In [154]:
import os
import pandas as pd
import numpy as np
import collections
import json
from string import punctuation
import jieba
import re
import nltk
from nltk.stem import WordNetLemmatizer

In [198]:
class Build_dict():
    def __init__(self):
        self.dict = {}
        self.dir = ''
        self.context = []
        self.total_words = []
        self.word_dict = {}
        self.get_stopwords()
    
    def get_stopwords(self):
        with open('ingetrated_stopwords.txt', 'r', encoding='utf8') as f:
            self.stopwords = f.read().split('\n')
        
    def read_json(self):
        files = os.listdir(self.dir)
        for file in files:
            if file.endswith('.json'):
                file_path = os.path.join(self.dir, file)
                with open(file_path, 'r', encoding='utf8') as f:
                    data = json.load(f)
                    data = data['data'][0]['paragraphs']
                    self.context = [item['context'] for item in data]
                print(file + '已被读取。
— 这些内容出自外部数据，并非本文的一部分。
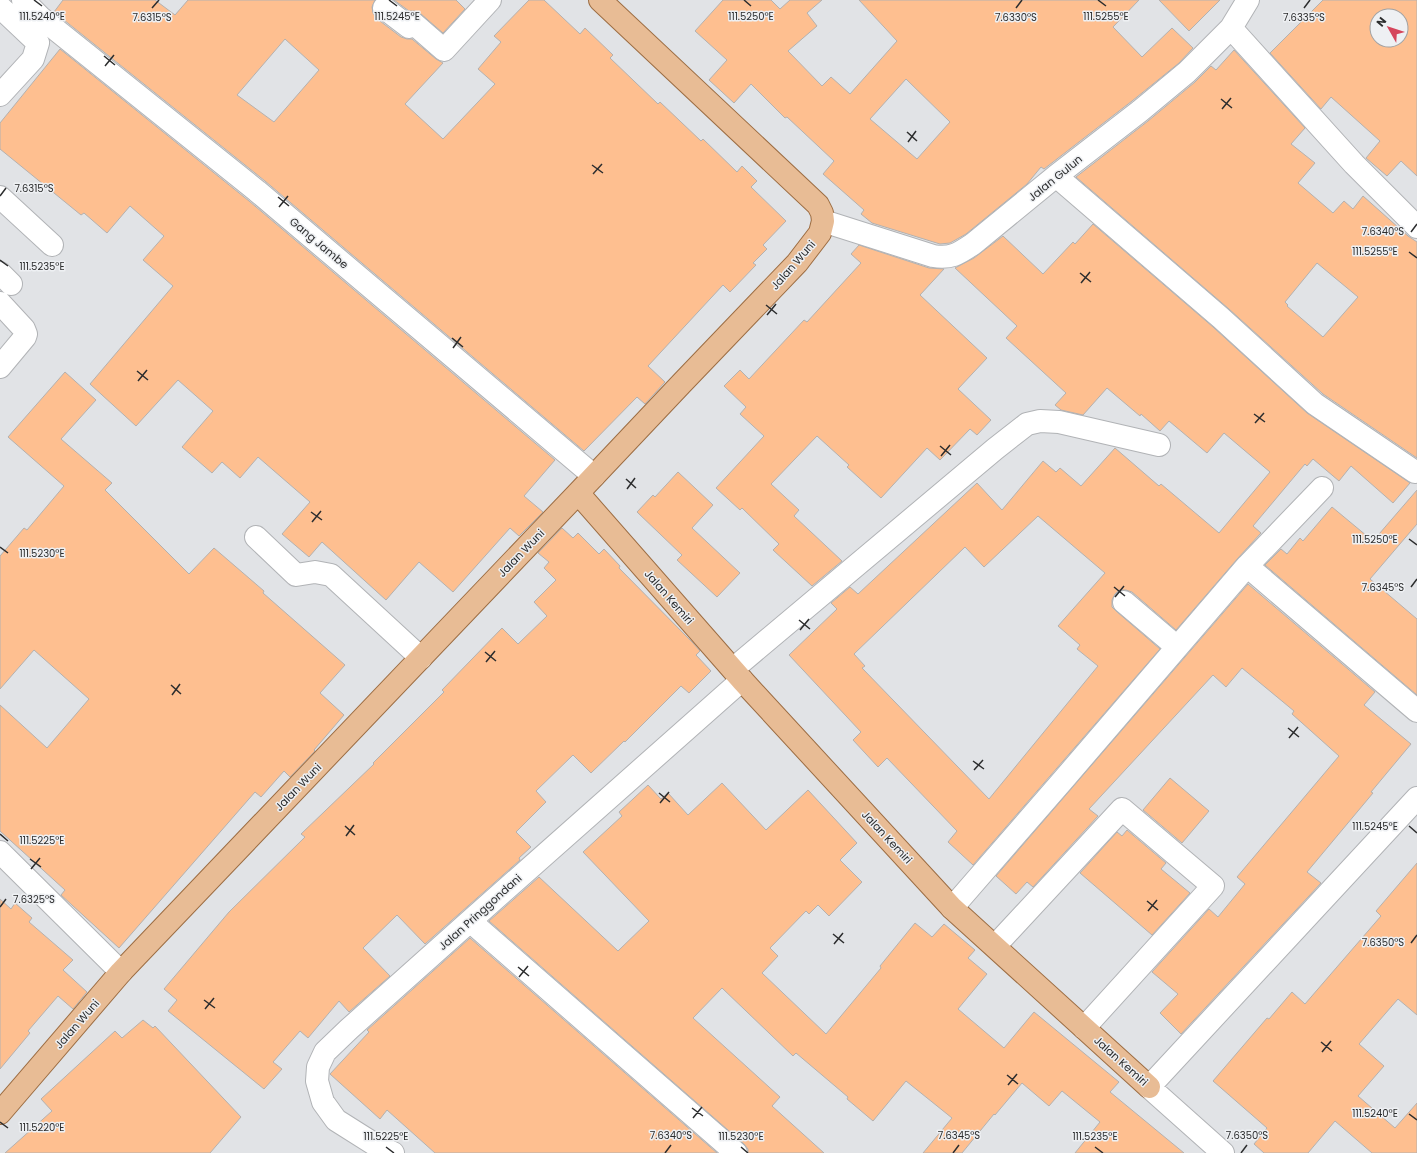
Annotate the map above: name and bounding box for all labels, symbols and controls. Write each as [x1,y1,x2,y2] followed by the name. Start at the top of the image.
[1369,8,1409,48] north arrow
[19,9,65,24] text: 111.5240°E
[374,9,420,24] text: 111.5245°E
[728,9,774,24] text: 111.5250°E
[1083,9,1129,24] text: 111.5255°E
[132,10,172,25] text: 7.6315°S
[995,10,1037,25] text: 7.6330°S
[1283,10,1325,25] text: 7.6335°S
[1372,13,1390,30] text: N
[1024,151,1086,205] street label: Jalan Gulun
[14,181,54,196] text: 7.6315°S
[286,214,352,272] street label: Gang Jambe
[1362,224,1404,239] text: 7.6340°S
[767,237,819,293] street label: Jalan Wuni
[1352,244,1398,259] text: 111.5255°E
[19,259,65,274] text: 111.5235°E
[494,525,548,580] street label: Jalan Wuni
[1352,532,1398,547] text: 111.5250°E
[19,546,65,561] text: 111.5230°E
[641,566,697,628] street label: Jalan Kemiri
[1362,580,1404,595] text: 7.6345°S
[271,759,325,814] street label: Jalan Wuni
[858,807,916,867] street label: Jalan Kemiri
[1352,819,1398,834] text: 111.5245°E
[20,833,65,848] text: 111.5225°E
[435,870,525,954] street label: Jalan Pringgondani
[13,892,55,907] text: 7.6325°S
[1362,935,1404,950] text: 7.6350°S
[51,996,103,1052] street label: Jalan Wuni
[1091,1032,1152,1090] street label: Jalan Kemiri
[1352,1106,1398,1121] text: 111.5240°E
[20,1120,65,1135] text: 111.5220°E
[650,1128,692,1143] text: 7.6340°S
[938,1128,980,1143] text: 7.6345°S
[1226,1128,1268,1143] text: 7.6350°S
[364,1129,409,1144] text: 111.5225°E
[718,1129,764,1144] text: 111.5230°E
[1072,1129,1118,1144] text: 111.5235°E

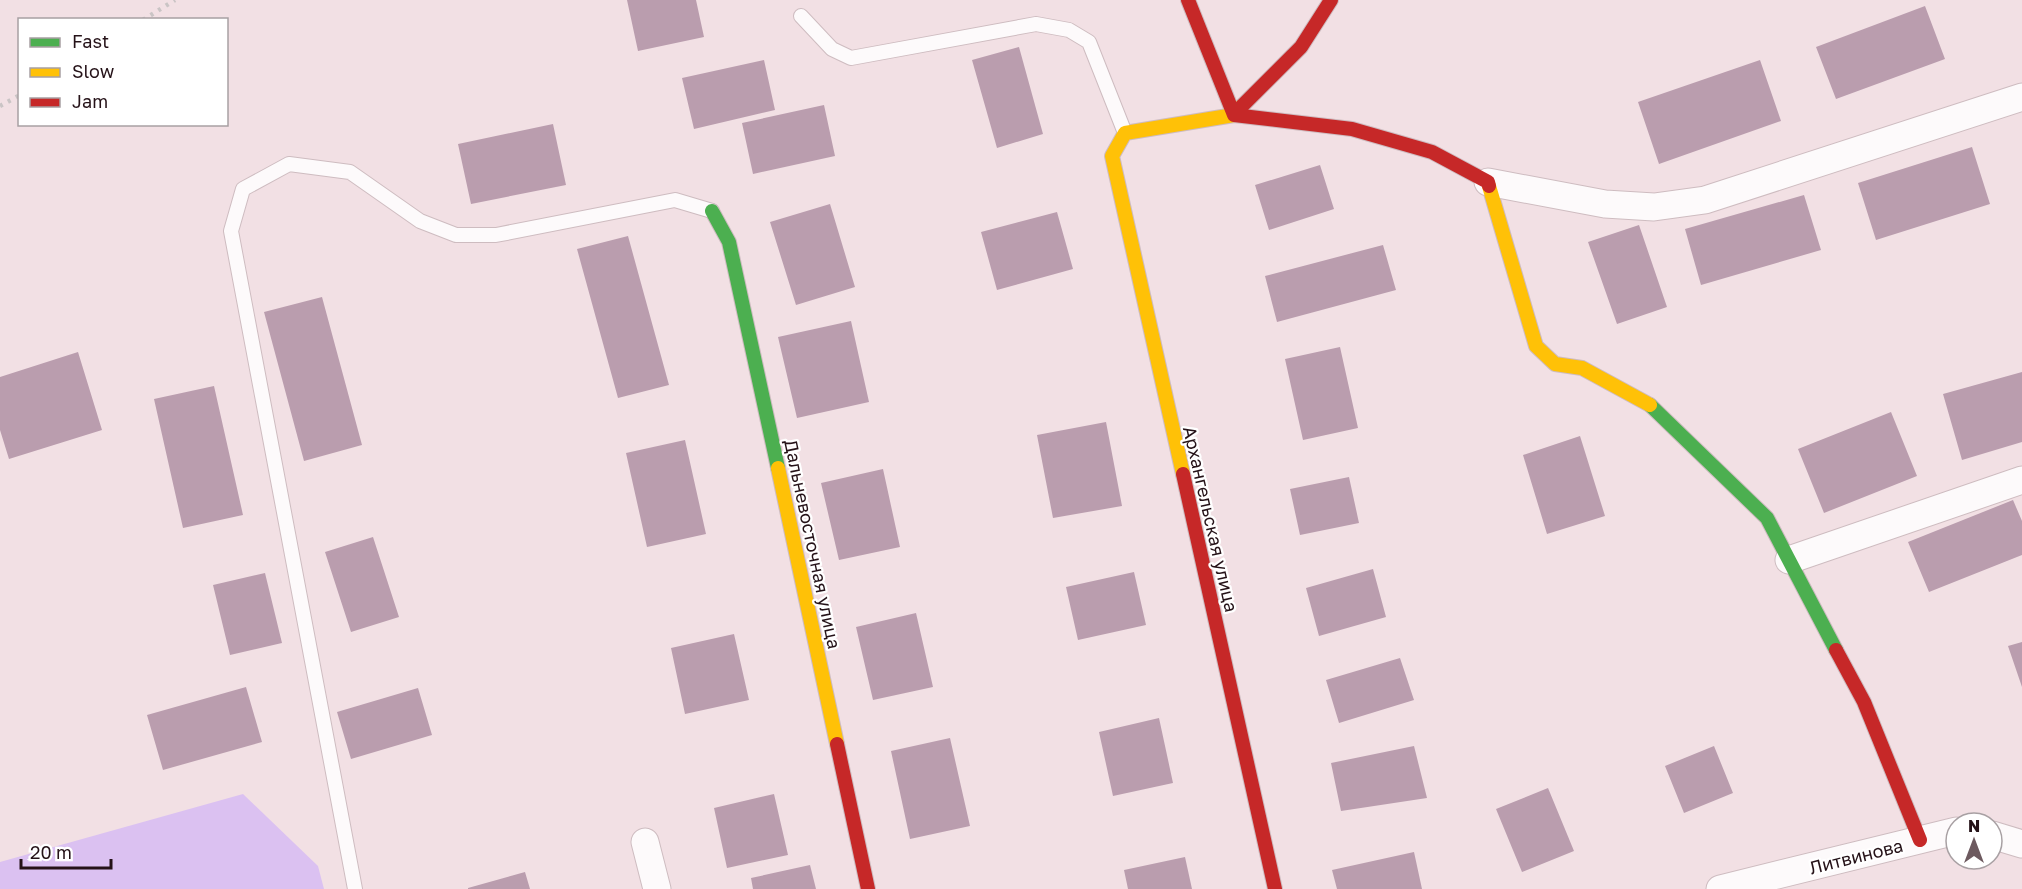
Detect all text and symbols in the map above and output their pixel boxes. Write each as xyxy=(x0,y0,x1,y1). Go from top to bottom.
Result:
legend xyxy=(18,18,228,126)
text: Fast xyxy=(72,30,109,52)
text: Slow xyxy=(72,60,115,82)
text: Jam xyxy=(72,90,108,112)
street label: Архангельская улица xyxy=(1179,424,1243,614)
street label: Дальневосточная улица xyxy=(780,437,846,651)
north arrow xyxy=(1944,811,2004,871)
text: N xyxy=(1968,816,1980,836)
scale bar xyxy=(21,832,111,870)
street label: Литвинова xyxy=(1807,834,1905,878)
text: 20 m xyxy=(30,841,72,863)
')
                
    def split_corpus(self):
        print('分词工作具体处理')
                
    def build_dict(self):
        self.word_dict = collections.Counter(self.total_words).most_common()
        print('完成词典构建')
    
    def write_dict(self, path, data):
        with open(path, 'w', encoding='utf8') as f:
            for item in data:
                f.write(item[0]+' '+str(item[1])+'\n')
            print('成功保存文件')
                     
        
class Build_Squad(Build_dict):
    def __init__(self):
        super(Build_Squad, self).__init__()
        self.dir = 'squad'
        
    def split_corpus(self):
        lemmatizer = WordNetLemmatizer()
        punctuations = punctuation + '~！？，。：；’‘“”【】、|（）——…… \n\t\r'
        for sentence in self.context:
            sentence = re.sub('\d+', '<NUM>', sentence)  #将数字换成特殊标记
            self.total_words.extend([lemmatizer.lemmatize(word.strip(punctuations)) for word in sentence.lower().split(' ') if word not in self.stopwords])
        print('完成分词')
          
    def process(self):
        self.read_json()
        self.split_corpus()
        self.build_dict() 
        self.write_dict(self.dir+'.txt', self.word_dict) 
        
class Build_dureader(Build_dict):
    def __init__(self):
        super(Build_dureader, self).__init__()
        self.dir = 'dureader'
        
    def split_corpus(self):
        punctuations = punctuation + '~！？，。：；’‘“”【】、|（）——…… \n\t\r' 
        for sentence in self.context:
            sentence = re.sub('\d+', '<NUM>', sentence)  #将数字换成特殊标记
            sentence = jieba.cut(sentence)
            self.total_words.extend([word.strip().strip(punctuations) for word in sentence 
                                     if (word.strip(punctuations) and word not in self.stopwords)]) #防止去除符号后为空
        print('完成分词')
    
    def process(self):
        self.read_json()
        self.split_corpus()
        self.build_dict() 
        self.write_dict(self.dir+'.txt', self.word_dict) 
    

In [27]:
a = Build_dureader()
a.process()

dev.json已被读取。
train.json已被读取。
完成分词
完成词典构建
成功保存文件


In [199]:
b = Build_Squad()
b.process()

dev-v2.0.json已被读取。
train-v2.0.json已被读取。
完成分词
完成词典构建
成功保存文件